● **Aim of the exercise**
The response should be exactly the number of lines in the material below that contain the word "Math".

● **Data excerpts**

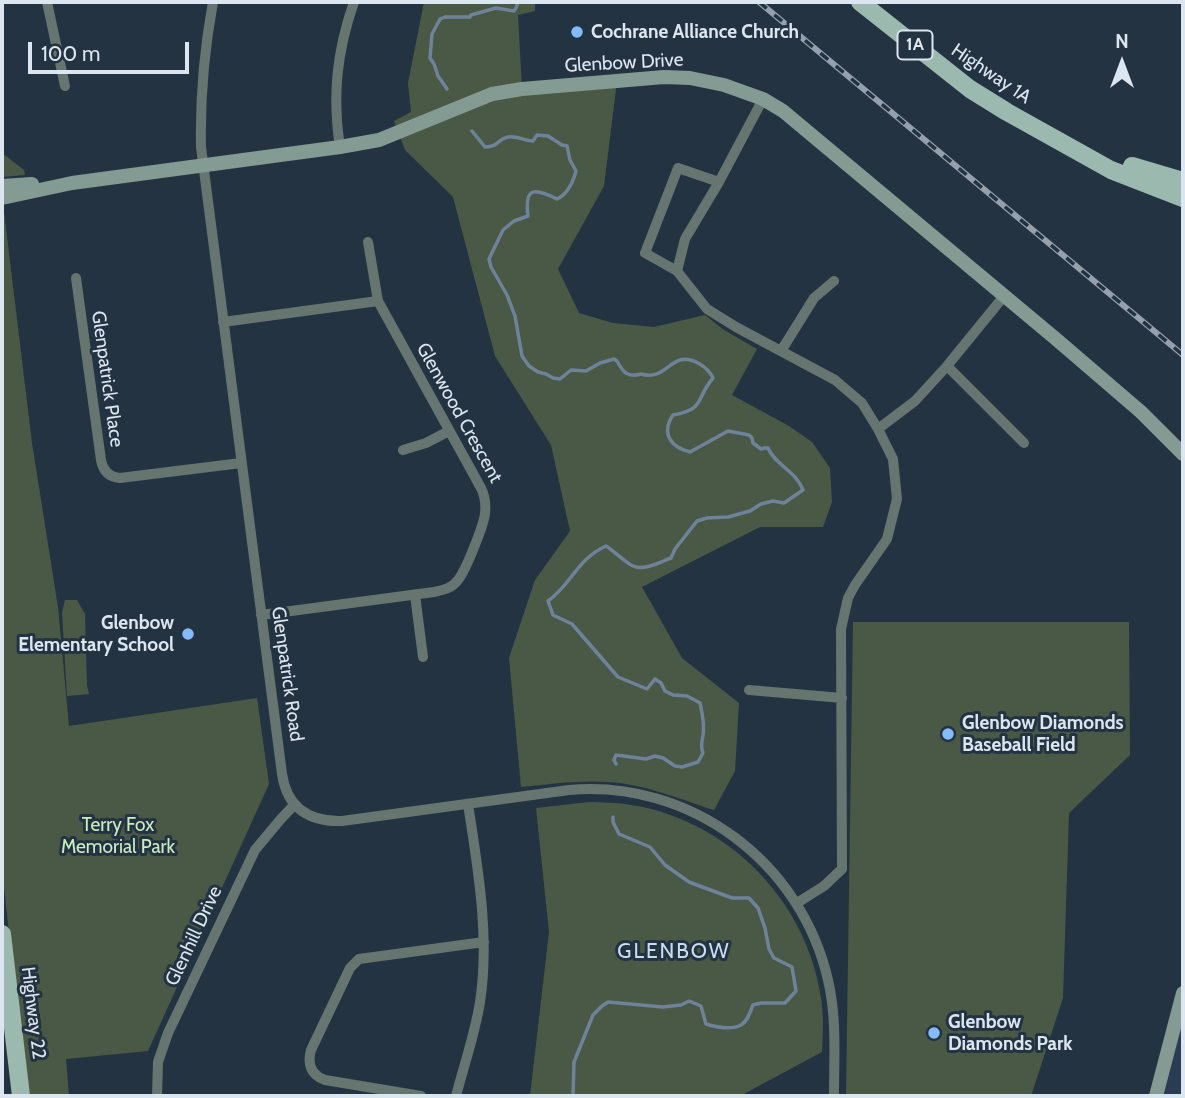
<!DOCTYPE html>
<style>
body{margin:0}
#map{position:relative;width:1185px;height:1098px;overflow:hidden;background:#243342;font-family:Cabin,sans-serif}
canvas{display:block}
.frame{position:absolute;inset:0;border:4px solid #dce6f0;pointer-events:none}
.north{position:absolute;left:1087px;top:28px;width:70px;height:70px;-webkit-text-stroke:5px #243342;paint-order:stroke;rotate:0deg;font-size:19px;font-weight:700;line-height:28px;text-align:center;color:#dce6f0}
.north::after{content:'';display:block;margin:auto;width:24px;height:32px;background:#dce6f0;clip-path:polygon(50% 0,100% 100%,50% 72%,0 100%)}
.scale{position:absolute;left:28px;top:42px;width:161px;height:32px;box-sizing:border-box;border:4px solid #dce6f0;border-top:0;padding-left:9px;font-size:21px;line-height:24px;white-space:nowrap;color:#dce6f0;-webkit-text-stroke:5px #243342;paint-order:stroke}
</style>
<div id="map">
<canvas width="1185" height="1098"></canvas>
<div class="frame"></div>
<div class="north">N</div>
<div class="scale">100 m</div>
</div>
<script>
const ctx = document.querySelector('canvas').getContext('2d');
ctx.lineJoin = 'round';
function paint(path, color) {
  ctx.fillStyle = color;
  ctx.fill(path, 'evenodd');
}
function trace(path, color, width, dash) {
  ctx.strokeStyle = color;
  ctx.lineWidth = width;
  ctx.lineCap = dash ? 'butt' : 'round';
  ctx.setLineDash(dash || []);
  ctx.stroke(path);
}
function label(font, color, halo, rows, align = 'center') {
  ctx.font = font + ' Cabin,sans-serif';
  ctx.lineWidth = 6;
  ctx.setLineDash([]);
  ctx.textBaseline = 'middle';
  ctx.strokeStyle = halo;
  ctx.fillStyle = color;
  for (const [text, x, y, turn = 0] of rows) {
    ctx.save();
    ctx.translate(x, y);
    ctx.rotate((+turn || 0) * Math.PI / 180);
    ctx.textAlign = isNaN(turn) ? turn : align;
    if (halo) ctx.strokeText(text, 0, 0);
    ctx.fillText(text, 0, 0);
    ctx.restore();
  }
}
paint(new Path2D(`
 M1183,993v103h-27z`), '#293c51');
paint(new Path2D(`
 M424,2h111v9l-17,4 4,74 95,-8 -13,105 -46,83 21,44 34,10 41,4 51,-12 19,15 33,19 -25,46 57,31 23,16 18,26 2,34 -9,25h-63l-118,60 40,71 57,45 -4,68 -21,39c-35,-11 -69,-26 -106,-28 -28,-2 -58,2 -87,5l-12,-129 26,-78 35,-49 -19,-86 -56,-89 -42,-159 -48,-47 -11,-29 17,-9 -3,-29z
 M2,153l22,17 1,5 -23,2z
 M4,212l28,231 26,164 11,119 188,-28 12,86 -121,267 -82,8 3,37h-42l-25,-227v-656z
 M65,600h12l8,14 2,71 2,9 -22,2 -5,-84z
 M853,622h276l1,133 -61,58 -6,185 -32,98h-185z
 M589,802c28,0 57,3 84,14 78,29 136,100 148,182 3,18 2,36 1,54l-82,44h-210l19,-164 -13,-124z`), '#4a5946');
trace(new Path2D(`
 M447,89l-9,-13 -4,-12 -4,-6 2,-24 8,-15 5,-2h25l1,-2 25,-7 18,3 2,-3 2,-6
 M472,131l13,16c14,0 12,-8 23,-10 8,-2 17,4 25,4l4,-6 11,1 14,9 5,1 3,14 6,11c-3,11 -8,23 -19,28 -22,-11 -33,-13 -29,17l-14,5 -11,9 -14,29 2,8 16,28 8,21 7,40 7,10 9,6 8,2 7,4 7,1 11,-9 15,1 14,-8 14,-4 3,2c6,11 10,17 24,13 27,8 30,-26 57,-11 7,4 12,8 15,15 -18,21 -7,31 -40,37 -12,18 -3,32 17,37l38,-21 21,4 3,3 1,5 8,6 3,-1h4c7,17 28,23 35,42l-19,13 -11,-2 -12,3 -11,7 -22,6 -21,1 -10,3 -22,28 -4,9c-11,4 -27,13 -38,8 -7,-3 -19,-15 -27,-20 -29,13 -35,39 -58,55l5,14 19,9 46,53 29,12 8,-10 6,4 4,8 8,4 14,1 13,7c2,10 5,22 3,32 -1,8 -3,10 0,18l-5,9 -16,5 -7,-1 -12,-8 -8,-2 -9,3 -30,-4 -2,5 2,4
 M573,1096l1,-34 19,-47 9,-9 6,-4 55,5 18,-2 8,-4 12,5 5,18c10,3 26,6 35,1 7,-4 9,-13 12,-20l8,-2h24l11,-12 -4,-24 -18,-9 -5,-9 -4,-21 -7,-20 -9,-10h-17l-43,-16 -24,-17 -15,-18 -31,-13 -6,-12v-5`), '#6e829a', 3.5);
trace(new Path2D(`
 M47,2l18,84
 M213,2c-9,49 -13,96 -12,145l81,627c5,34 27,48 60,47l227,-31c121,-11 232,72 259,190 9,38 6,78 6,116
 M763,99l-44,83 -34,57 -8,32 30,38 29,18 99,53 27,23 16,26 15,30 4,40 -10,40 -32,46 -7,13 -7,31 1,240 -18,17 -27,17
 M340,147c-8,-52 -3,-96 14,-145
 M368,242l10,59
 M677,271l-32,-18 33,-85 41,14
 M76,278l25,182c2,11 8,17 19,18l121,-15
 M223,322l155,-21 103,187c4,8 5,17 4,26 -2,13 -19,56 -27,66 -6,8 -14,10 -24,12l-173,23
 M781,351l33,-53 20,-17
 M947,366l77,77
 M878,429l37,-28 32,-35 57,-70
 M403,450l23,-7 23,-12
 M415,595l8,62
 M749,690l93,8
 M157,1096l1,-34 10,-29 87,-183 25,-30 14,-15
 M421,1096l-96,-16c-14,-5 -18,-16 -14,-30l39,-82 9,-9 125,-17
 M456,1096c8,-31 19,-62 24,-94 10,-65 -2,-133 -12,-198`), '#677570', 10);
trace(new Path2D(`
 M2,186l30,-2
 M2,198l70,-15 268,-36 39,-7 113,-46 30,-5 142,-12 26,1 34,7 39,14 20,12 273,228 85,73 42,42
 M1156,1096l27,-103`), '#849b93', 14);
trace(new Path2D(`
 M860,2l110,87 37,23 104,58 72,28
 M1132,166l51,15
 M2,934l19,162`), '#9bb9ae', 18);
const rail = new Path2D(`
 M759,2l424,353`);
trace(rail, '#94a0ac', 6);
trace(rail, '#243342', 3.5, [10]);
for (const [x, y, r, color] of [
 [577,32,7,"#84bcfb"],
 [188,634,7,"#84bcfb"],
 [948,734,7,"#84bcfb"],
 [934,1033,7,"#84bcfb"]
]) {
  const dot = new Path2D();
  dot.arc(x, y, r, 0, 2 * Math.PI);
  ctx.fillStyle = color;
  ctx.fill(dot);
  trace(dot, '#243342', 2.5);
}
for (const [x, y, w] of [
 [915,45,35]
]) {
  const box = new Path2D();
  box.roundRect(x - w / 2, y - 14.5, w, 29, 5);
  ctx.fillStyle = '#243342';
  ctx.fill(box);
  trace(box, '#dce6f0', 2);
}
label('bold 18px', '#dce6f0', null, [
 ["1A",915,45]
]);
label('bold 19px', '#dce6f0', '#243342', [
 ["Cochrane Alliance Church",591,32],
 ["Glenbow",174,623,"right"],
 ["Elementary School",174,645,"right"],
 ["Glenbow Diamonds",962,723],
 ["Baseball Field",962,745],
 ["Glenbow",948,1022],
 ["Diamonds Park",948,1044]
], 'left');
label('19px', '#dce6f0', '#243342', [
 ["Glenbow Drive",624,63,-3],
 ["Highway 1A",991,74,34],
 ["Glenpatrick Place",107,379,82],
 ["Glenwood Crescent",459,413,61],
 ["Glenpatrick Road",287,674,82],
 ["Glenhill Drive",194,936,-65],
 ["Highway 22",33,1013,83]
]);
label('19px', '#c9eebf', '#243342', [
 ["Terry Fox",118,825],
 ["Memorial Park",118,847]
]);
ctx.letterSpacing = '2px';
label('21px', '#c9dcf0', '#243342', [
 ["GLENBOW",674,952]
]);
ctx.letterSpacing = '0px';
</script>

● **Answer for the task**
2